▶ Work required
Transcribe each of the records below exactly, excluding all pictures.

▶ Data shown
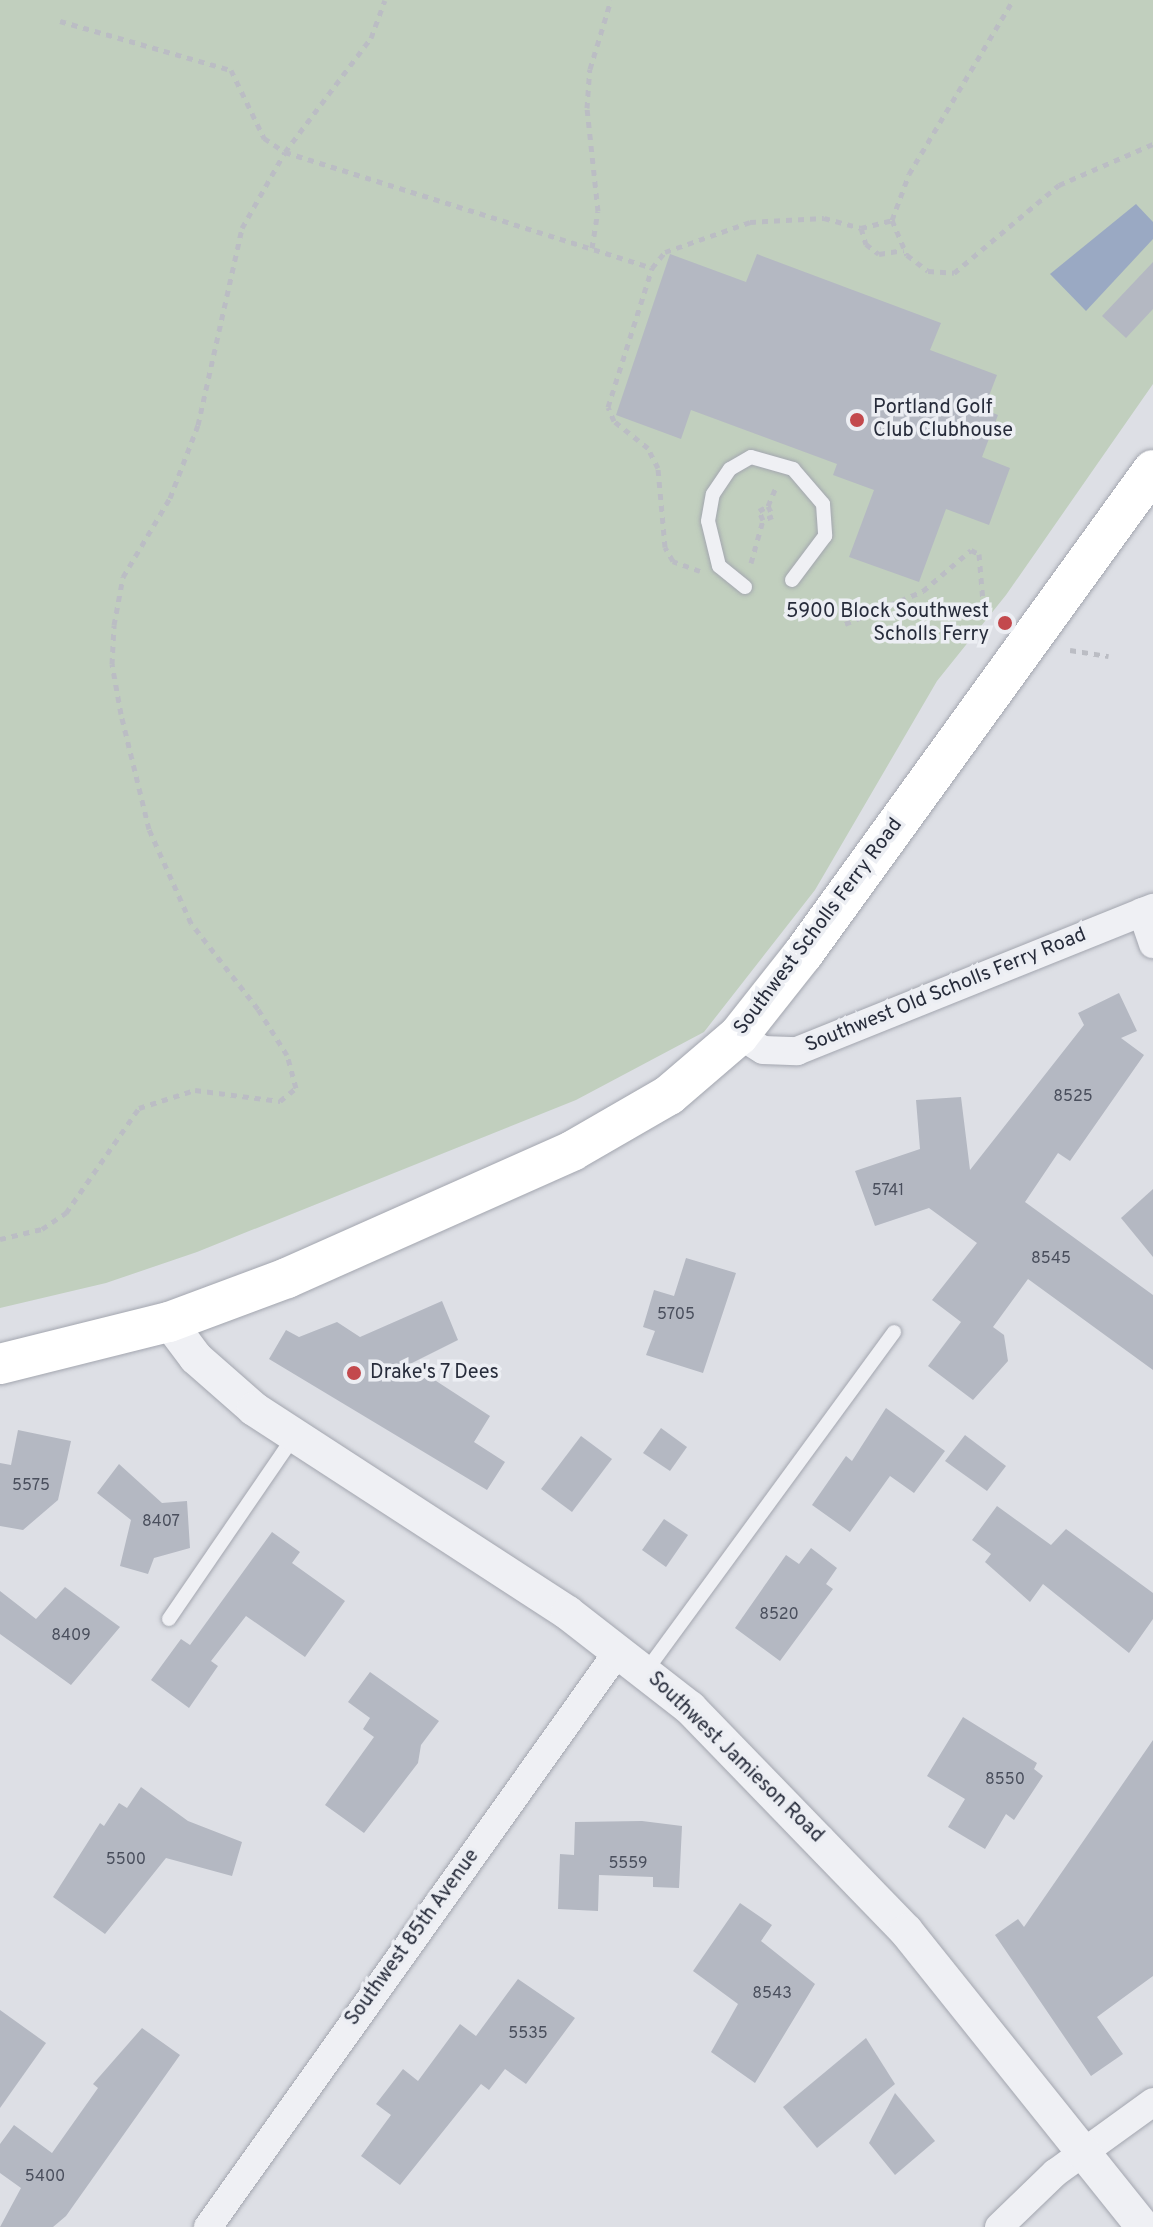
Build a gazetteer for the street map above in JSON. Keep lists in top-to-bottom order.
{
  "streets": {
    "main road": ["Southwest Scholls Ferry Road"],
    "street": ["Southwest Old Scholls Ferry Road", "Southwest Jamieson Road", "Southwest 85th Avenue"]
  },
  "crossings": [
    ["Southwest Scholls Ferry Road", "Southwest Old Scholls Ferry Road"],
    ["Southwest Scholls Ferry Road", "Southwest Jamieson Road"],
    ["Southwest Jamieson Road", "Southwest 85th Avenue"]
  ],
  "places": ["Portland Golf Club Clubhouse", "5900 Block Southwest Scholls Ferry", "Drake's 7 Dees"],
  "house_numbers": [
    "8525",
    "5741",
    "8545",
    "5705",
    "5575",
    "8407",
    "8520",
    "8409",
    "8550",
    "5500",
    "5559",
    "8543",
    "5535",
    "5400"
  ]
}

▶ Task solution
Build a gazetteer for the street map above in JSON. Keep lists in top-to-bottom order.
{
  "streets": {
    "main road": ["Southwest Scholls Ferry Road"],
    "street": ["Southwest Old Scholls Ferry Road", "Southwest Jamieson Road", "Southwest 85th Avenue"]
  },
  "crossings": [
    ["Southwest Scholls Ferry Road", "Southwest Old Scholls Ferry Road"],
    ["Southwest Scholls Ferry Road", "Southwest Jamieson Road"],
    ["Southwest Jamieson Road", "Southwest 85th Avenue"]
  ],
  "places": ["Portland Golf Club Clubhouse", "5900 Block Southwest Scholls Ferry", "Drake's 7 Dees"],
  "house_numbers": [
    "8525",
    "5741",
    "8545",
    "5705",
    "5575",
    "8407",
    "8520",
    "8409",
    "8550",
    "5500",
    "5559",
    "8543",
    "5535",
    "5400"
  ]
}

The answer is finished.